> _What you need to do_: The number needed is how many lines in these entries contain "const"; give it alone.

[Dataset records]
..............................
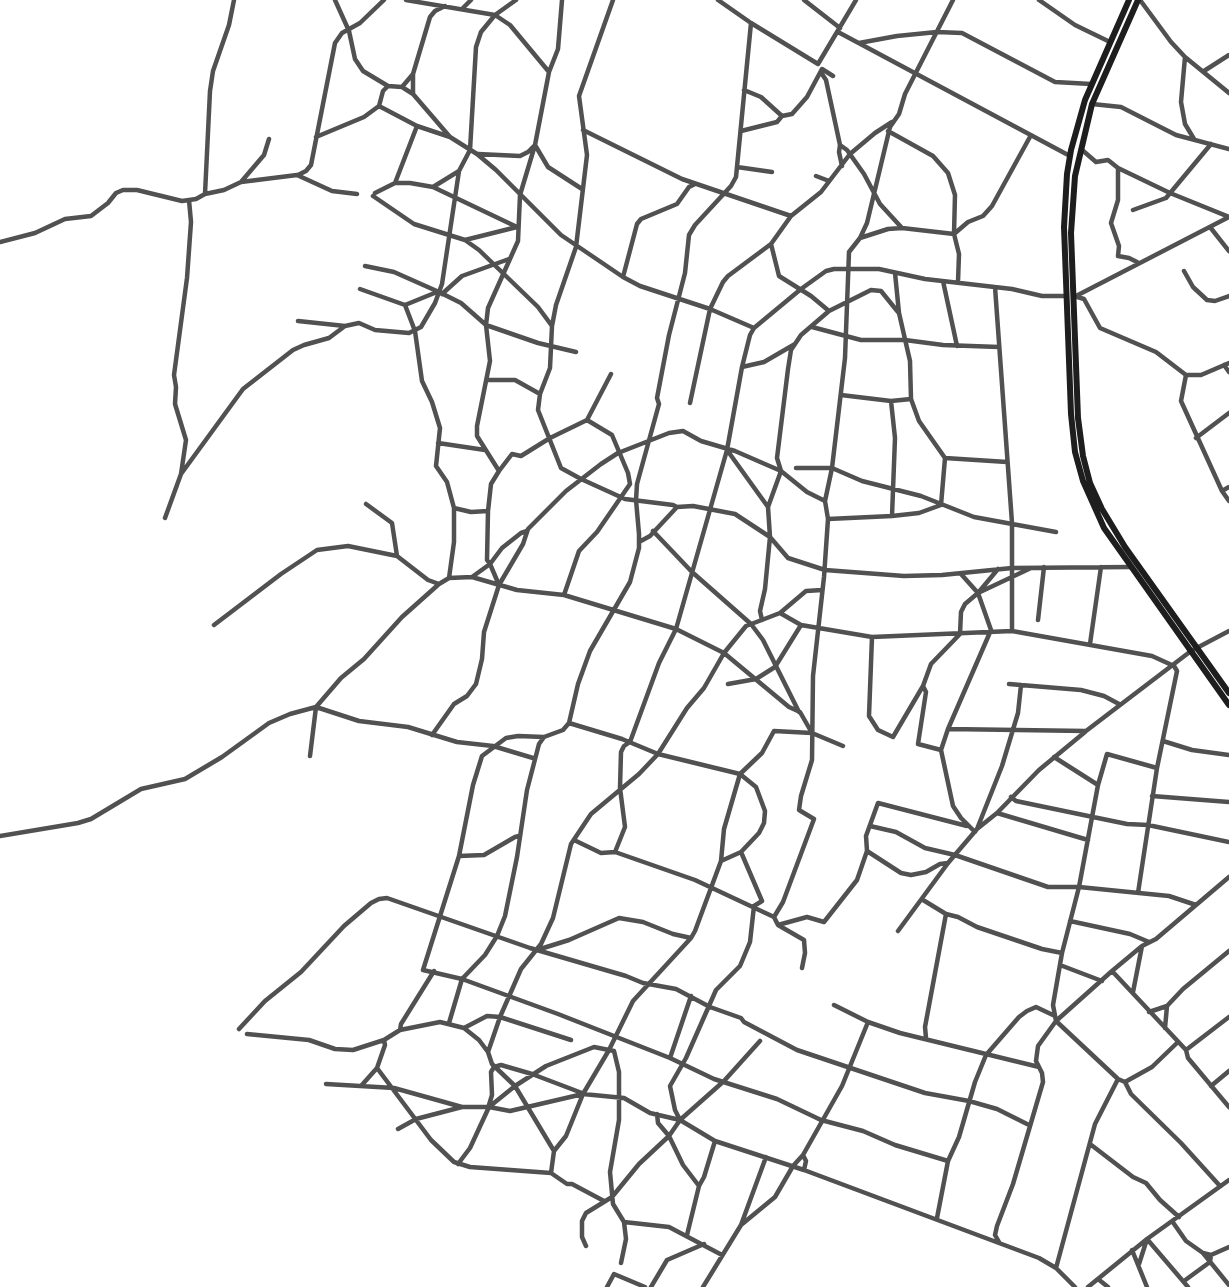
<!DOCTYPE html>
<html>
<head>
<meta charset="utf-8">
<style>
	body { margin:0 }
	canvas { display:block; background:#fff }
</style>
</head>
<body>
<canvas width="1229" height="1287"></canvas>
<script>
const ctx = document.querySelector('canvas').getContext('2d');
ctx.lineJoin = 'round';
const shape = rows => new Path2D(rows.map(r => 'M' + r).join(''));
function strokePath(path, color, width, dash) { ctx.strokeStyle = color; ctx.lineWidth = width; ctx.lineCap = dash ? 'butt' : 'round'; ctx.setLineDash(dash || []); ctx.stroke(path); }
strokePath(shape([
	[335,0,349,31,355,59,363,71,388,86,402,87,413,94,450,137],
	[406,0,495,15,510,25,549,72],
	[718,0,751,23,818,64,856,0],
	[804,0,840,28],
	[1039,0,1075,25,1110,42],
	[1140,0,1171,42,1185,57,1229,93],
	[463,8,471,0],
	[838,32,1070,156],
	[859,43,897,36,937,32,962,33,1055,82,1091,84],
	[1185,57,1181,102,1185,124,1194,139],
	[1204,71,1229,55],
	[822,74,826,80,840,145,839,152,842,166],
	[402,87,413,74],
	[744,90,761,97,782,116],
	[413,94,413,74,430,17,435,11,445,6],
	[1092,104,1121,107,1176,135,1229,149],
	[379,106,417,126,450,137,477,154,496,170,561,235,623,277,640,286,710,309,754,328],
	[583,130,682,179,791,216],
	[741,131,777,122,782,116,792,114,807,97,822,69,833,76],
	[888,131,933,156,948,173,955,195,954,234,959,254,958,282],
	[316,137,364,117,379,106,383,91,388,86],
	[840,145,847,150,864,174,880,204,902,228],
	[1081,149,1096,162,1108,160,1118,168,1118,200,1111,223,1119,246,1118,256,1129,258,1137,262],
	[478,154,520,156,528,152,535,145,548,167,582,189],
	[737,167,772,172],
	[1118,168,1170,193,1229,217],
	[298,175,306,171,311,165,335,43,342,33,360,23,384,0],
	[816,176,829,181],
	[241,182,264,155,269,139],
	[395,183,417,126],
	[433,187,459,171],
	[375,193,395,183,410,183,433,187,517,227],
	[205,194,210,91,213,71,229,25,234,0],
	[373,196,414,224,465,240,479,250,538,307,552,326,550,368,540,394,538,410,561,468,581,479,625,499,673,505,677,507,693,506,735,514,770,537,788,558,825,570,904,576,942,575,1012,568,1131,567],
	[1133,210,1166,198,1211,144],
	[1210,227,1229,251],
	[860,238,888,229,902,228,954,234,968,222,983,216,992,206,1031,135],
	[465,240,517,227],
	[0,242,35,233,65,219,91,216,108,203,116,193,123,190,137,190,182,201,196,199,205,194,224,190,241,182,297,175,332,191,357,194],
	[771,244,779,276,811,296,829,311],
	[365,266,394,272,439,292,461,303,486,325,538,343,576,352],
	[1184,271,1193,287,1207,300,1215,301,1229,296],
	[623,277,637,224,641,219,677,204,689,187,695,184],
	[943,281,957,346],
	[995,287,1012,523,1012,631],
	[360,289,405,305,415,331,422,381,432,402,440,428,436,466,447,482,454,508,454,542,449,578],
	[442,294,462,276,509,259],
	[1074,296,1084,299,1100,328,1156,352,1186,375,1201,375,1229,363],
	[1076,296,1229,217],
	[405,305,437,292],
	[298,321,345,326],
	[552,326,556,305,576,247,587,155,579,96,613,0],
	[812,327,861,340,905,340,943,345,999,347],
	[1224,365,1229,372],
	[742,367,764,362,795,344],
	[1186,375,1181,401,1222,491,1229,501],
	[487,380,515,380,540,394],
	[841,395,891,401,911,399],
	[891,401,895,438,892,516],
	[690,403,710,309,723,282,728,276,771,244,791,216,821,192,850,154,875,133,892,122],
	[587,420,611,374],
	[1196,438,1229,413],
	[438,443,485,450],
	[727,450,768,507,770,537,765,589,760,611,762,620],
	[945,458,1007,462],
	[796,468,832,468,862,481,921,496,974,517,1056,532],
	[499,471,477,436,477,426,490,361,486,325,488,308,518,241,520,195,535,145,549,72,558,49,562,0],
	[181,474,243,389,293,350,304,345,329,338,345,326,359,323,375,330,409,333,421,327,435,303,442,284,459,171,470,150,476,47,481,32,495,15,516,0],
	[1222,491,1229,487],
	[366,504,392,523,397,556],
	[768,507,781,471,777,458,788,369,791,350,801,335,829,311,871,290,881,291,898,312],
	[454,508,471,512,488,511],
	[165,518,181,474,186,440,175,404,176,387,174,375,187,278,191,222,189,200],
	[828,519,892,516,919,513,941,505,945,458,919,421,911,399,910,361,899,313,895,273],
	[653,531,692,572,751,624,763,640,799,712],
	[639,542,650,536,677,507],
	[961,574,978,593,991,630,948,729,941,750,953,806,961,818,975,832],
	[472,577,490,564,487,560,488,511,491,484,499,471,512,454,521,456,550,438,587,420,612,435,628,473,630,484,597,532,579,551,564,595],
	[499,585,490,564,502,548,521,533,527,531],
	[978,593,998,569],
	[780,613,801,625,872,637,1012,631,1152,656,1174,666,1177,671,1157,768,1138,893],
	[1038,620,1044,567],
	[214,625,281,574,317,550,348,546,397,556,428,580,439,584],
	[872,637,869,716,878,730,893,737,923,686,931,664,960,634,961,612,965,604,978,593,1031,568],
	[1090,644,1101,567],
	[728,684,756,679,775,667,801,625],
	[1009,684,1081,690,1104,696,1119,704],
	[923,686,926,692,918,744,941,750],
	[569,723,622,739,658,754,740,774,756,787,765,811,764,823,759,833,741,852,721,861],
	[948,729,1086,731,1191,651,1229,631],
	[432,735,454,704,467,696,476,684,482,659,484,632,499,585,523,544,528,529,566,491,601,464,618,453,669,433,683,431,701,441,735,451,781,471,807,492,825,501],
	[544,737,518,736,506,738,482,756,473,785,459,856,423,970,462,979,558,1014,670,1058,714,1079,777,1099,821,1120,863,1131,895,1145,948,1161],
	[1163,741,1192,750,1229,755],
	[310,756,316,707,359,721,408,727,457,742,493,746,533,758],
	[1054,757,1098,785],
	[1157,768,1107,754,1098,785,1079,887,1062,953,1053,1005,1056,1021,1118,1079,1125,1082,1152,1067,1178,1042],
	[1152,796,1229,802],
	[1011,797,1016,801,1093,817,1127,824,1148,825,1229,842],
	[997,813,1088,840],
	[870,826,896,832,925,848,955,855,1048,887,1079,887,1169,896,1196,905],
	[977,829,997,813,1039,770,1085,732],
	[0,836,78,823,91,819,141,789,185,779,222,757,269,723,290,714,316,707,341,678,364,659,402,617,439,584,449,578,472,577,517,590,564,595,676,629,724,653,789,707,800,712,812,733,843,746],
	[574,840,601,853,615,852,695,880,774,917],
	[867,851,901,873,911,875,926,872,940,864,948,863],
	[615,852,625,827,620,788,621,752,624,746,630,742,659,663,676,629,727,450,742,367,750,335,754,328,801,289,826,271,834,269,879,269,925,279,1012,289,1042,296,1066,296],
	[459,856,484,855,515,837,519,836],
	[923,900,946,914,958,917,977,927,1042,949,1062,953],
	[1070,921,1130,934,1149,942],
	[778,925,807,917,824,922,857,880,867,851,866,836,878,803,967,826],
	[898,931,948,863,977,829,1002,766,1018,713,1021,685],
	[537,950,569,940,619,918,643,922,673,934,691,938],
	[1060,965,1102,981],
	[802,968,805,953,804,940,778,925,774,917,783,902,814,819,799,810,801,796,812,760,813,676,824,577,828,519,825,501,832,468,845,358,849,252,860,238,867,223,890,127,899,114,905,94,953,0],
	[1112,971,1186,1050,1188,1058,1229,1107],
	[1133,992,1142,946],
	[834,1005,868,1022,900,1033,1039,1067],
	[1149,1012,1167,1006,1183,989,1229,951],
	[449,1023,462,979,485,955,497,936,505,916,517,857,527,790,539,744,544,737,563,730,569,723,578,684,590,651,630,582,639,548,639,534,636,500,637,484,659,404,657,398,669,335,685,273,689,235,695,225,731,186,736,177,751,23],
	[464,1028,487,1016,500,1017,571,1040],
	[1165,1028,1167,1006],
	[239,1029,265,1001,301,972,344,926,371,903,379,899,387,898,530,948,626,976,643,983,676,989,710,1007,741,1018,744,1022,797,1050,925,1093,969,1101,997,1109,1029,1125],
	[400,1030,401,1024,434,971],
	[247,1034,309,1040,335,1049,353,1050,384,1040,400,1030,440,1022,464,1028,479,1040,488,1052],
	[926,1038,925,1027,946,914],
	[1186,1050,1229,1017],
	[670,1058,691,996],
	[377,1068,431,1140,454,1162,470,1167,551,1173,567,1184,572,1184,604,1201],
	[1125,1082,1131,1094,1181,1143,1220,1186],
	[326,1084,394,1088,462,1107],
	[361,1086,377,1068,385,1045,384,1040],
	[1211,1086,1229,1071],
	[489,1105,492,1095,491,1072,494,1067,501,1065,532,1074,582,1093],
	[657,1114,658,1123,669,1136,683,1165,699,1186],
	[680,1120,675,1110,670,1086,686,1058,716,990,740,966,750,942,754,906,762,901,741,852],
	[398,1129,416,1119,462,1107,489,1107,510,1111,583,1094,624,1098,650,1113,680,1120,715,1141,804,1170,1039,1258,1056,1268,1075,1287],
	[1090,1144,1133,1177,1146,1183,1160,1200,1179,1217],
	[554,1151,515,1086,492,1064,488,1052,500,1017,521,969,541,944,553,918,571,844,591,814,639,774,658,754,687,708,704,688,724,653,746,626,780,613,806,591,822,590],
	[803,1155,806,1161,804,1170],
	[458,1164,470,1148,489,1107,515,1086,546,1066,589,1049,594,1047,614,1051,619,1072,619,1120,610,1172,613,1204,624,1222,626,1239,621,1263],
	[551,1173,554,1151,566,1136,583,1094,609,1050,633,1001,691,938,695,931,721,861,724,829,740,774,762,753,774,731,812,733],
	[937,1218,948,1161,959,1137,975,1082,986,1055,1019,1017,1027,1011,1036,1007,1055,1016],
	[1172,1221,1186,1241,1203,1253,1229,1285],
	[624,1222,669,1227,722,1255],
	[741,1225,775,1197,793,1166,803,1155,842,1086,868,1022],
	[687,1235,699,1186,704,1177,715,1141],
	[1147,1239,1188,1287],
	[999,1242,995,1235,997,1226,1013,1184,1043,1082,1042,1073,1036,1061,1038,1046,1056,1021,1112,971,1142,946,1156,939,1229,877],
	[586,1246,582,1237,582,1221,586,1213,612,1197,639,1164,669,1136,680,1120,724,1081,760,1041],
	[1132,1250,1147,1287],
	[1203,1253,1211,1255,1229,1247],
	[1139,1264,1147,1239],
	[1056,1268,1095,1124,1118,1079],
	[1098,1279,1108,1287],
	[1184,1281,1210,1262,1211,1255],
	[607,1287,614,1274,645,1287],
	[651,1287,667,1260,704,1244],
	[703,1287,741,1225,766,1157],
	[1088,1287,1147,1239,1229,1180]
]), '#515151', 4.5);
strokePath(shape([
	[1129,0,1085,100,1071,150,1067,174,1064,227,1071,414,1075,452,1083,481,1104,528,1229,705],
	[1138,0,1092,104,1075,176,1071,233,1078,418,1083,456,1090,483,1102,509,1125,547,1229,693]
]), '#1e1e1e', 6);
</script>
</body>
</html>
..............................
> _Answer for this exercise_: 2